Shri Sahu opposed the proposal by emphasizing our adherence to the noble ideals of Mahatma Gandhi and the enduring lessons from the Mahabharat. He expressed discomfort with the idea of taxation on such activities, considering it inappropriate. The opposing Constituent Assembly members collectively believed in the necessity for the Assembly to enforce the prohibition of betting and gambling.
However, Dr. Ambedkar had a different view. He explained that not mentioning betting and gambling would not mean that there will not be any betting and gambling in the country at all. He apprehended that if this entry was omitted, there would be absolutely no control over betting and gambling activities at all. He felt that if Entry 45 under List II were to be there, it would either be used for the purpose of permitting betting and gambling or for the purpose of prohibiting them. If the entry didn’t exist, the state governments would be absolutely helpless in these matters.
Sir, I am very much afraid that both my friends, Mr. Shibban Lal and Mr. Sahu, have entirely misunderstood the purport of this entry 45 and they are further under a great misapprehension that if this entry was omitted, there would be no betting or gambling in the country at all. I should like to submit to them that if this entry was omitted, there would be absolutely no control of betting and gambling at all, because if entry 45 was there it may either be used for the purpose of permitting betting and gambling or it may be used for the purpose of prohibiting them. If this entry is not there, the provincial governments would be absolutely helpless in the matter.

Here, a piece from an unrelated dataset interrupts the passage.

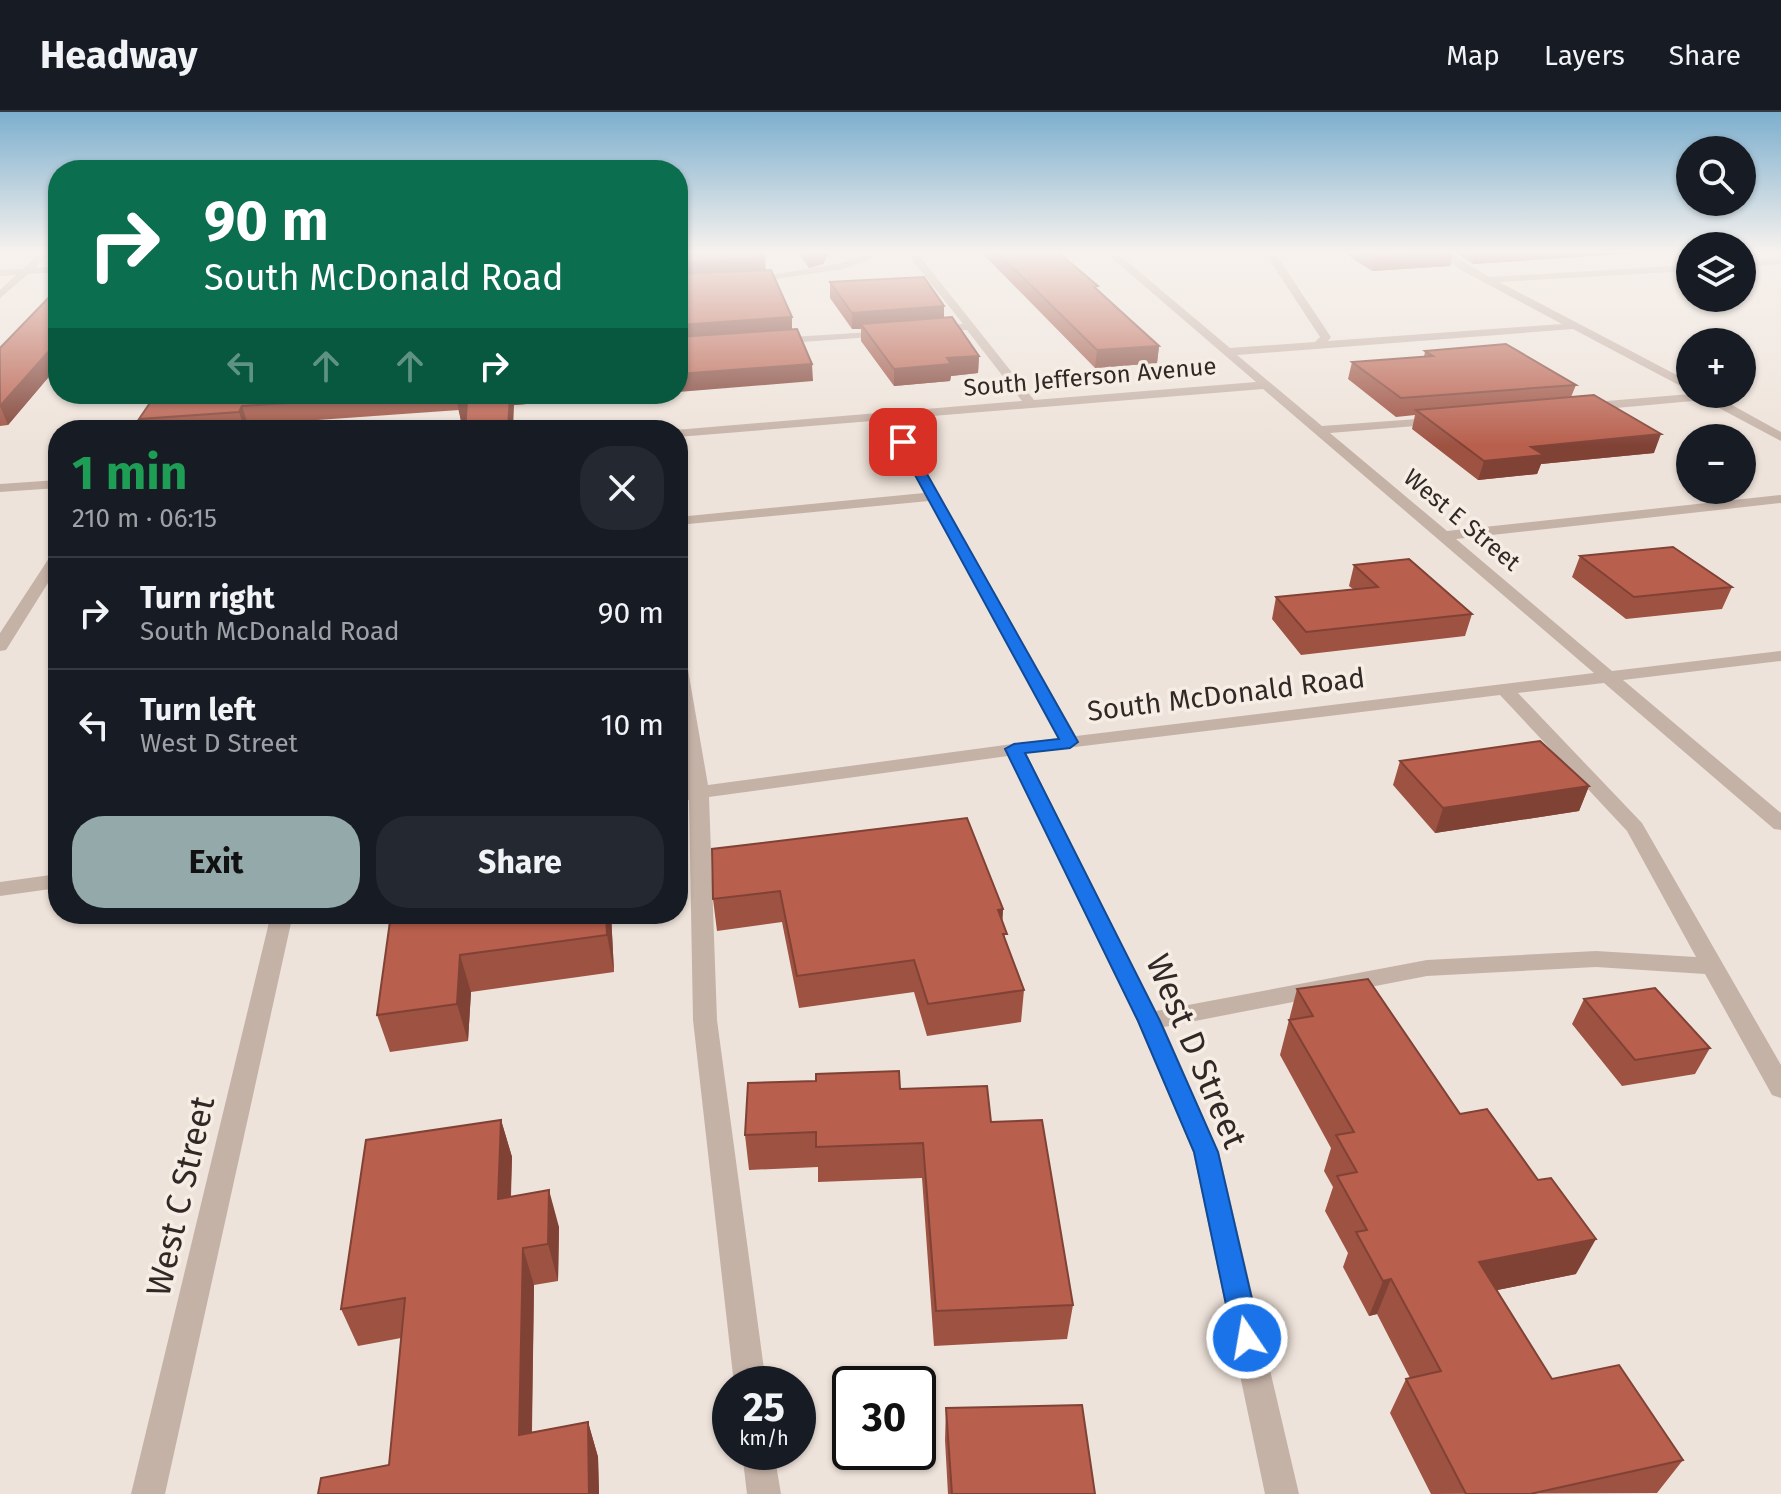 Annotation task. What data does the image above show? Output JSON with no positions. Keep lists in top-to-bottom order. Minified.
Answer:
{"streets":{"street":["South Jefferson Avenue","West E Street","South McDonald Road","West D Street","West C Street"]},"crossings":[["South Jefferson Avenue","West E Street"],["West E Street","South McDonald Road"],["South McDonald Road","West D Street"]],"page":{"header":"Headway","nav":["Map","Layers","Share"],"map_buttons":["+","−"],"turn":["90 m","South McDonald Road"],"heading":["1 min","210 m · 06:15"],"list":[{"name":"Turn right","note":"South McDonald Road","value":"90 m"},{"name":"Turn left","note":"West D Street","value":"10 m"}],"buttons":["Exit","Share"],"speed":"25 km/h","limit":"30"}}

~ BR. Ambedkar on September 2, 1949
A consequence that Dr. Ambedkar pointed out was that in the absence of the proposed Entry 45 of List II, ‘betting and gambling’ would automatically find a place in List I (Union List) under Entry 91, which at present is Entry 97. Entry 97 is a residuary category that covers all matters not specifically mentioned elsewhere.

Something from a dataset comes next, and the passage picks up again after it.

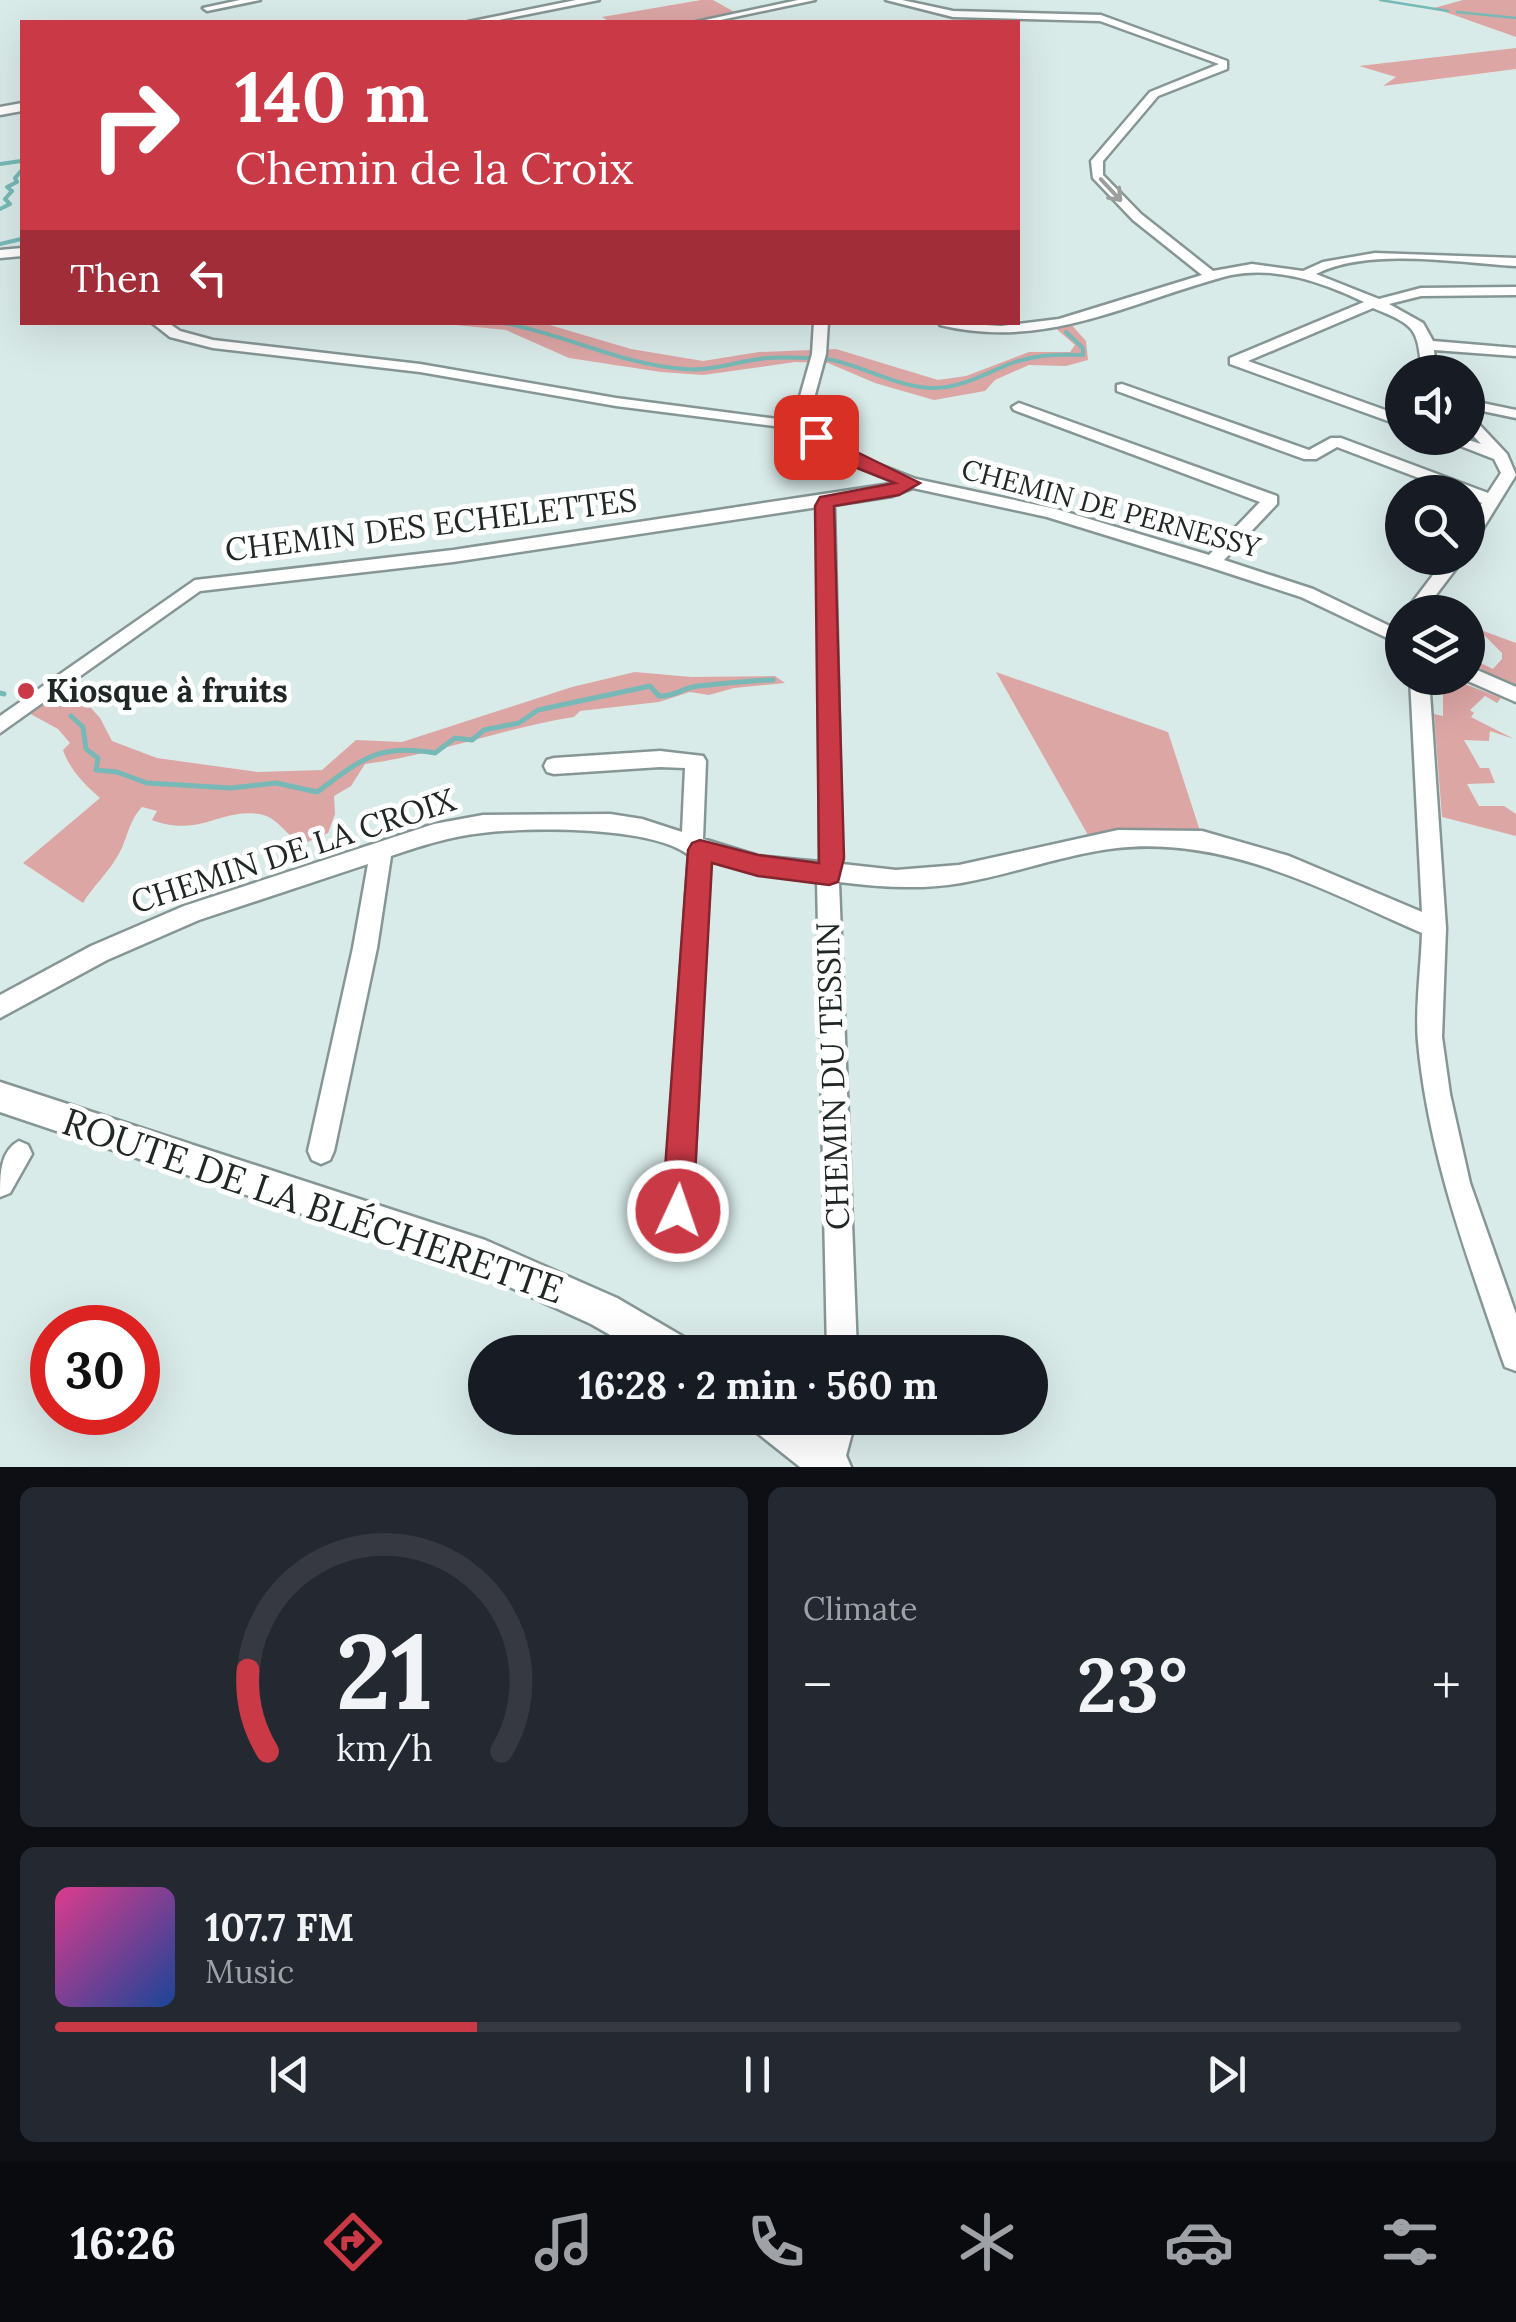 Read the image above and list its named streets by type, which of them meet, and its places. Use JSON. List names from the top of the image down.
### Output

He was of the opinion that if there is a strong objection to adding Entry 45 under List II, then there must be an Article in the Constitution itself explicitly declaring betting and gambling as an offence. He explained that the entry would act as a preventive measure and the States would have full power to prohibit gambling. Hence the Entry on ‘betting and gambling’ was adopted in the State list to empower the States to make laws either to prohibit betting or gambling or to regulate it, according to the socio-economic requirements of the State. This stance provided the scope to accommodate different notions of morality prevailing in various States.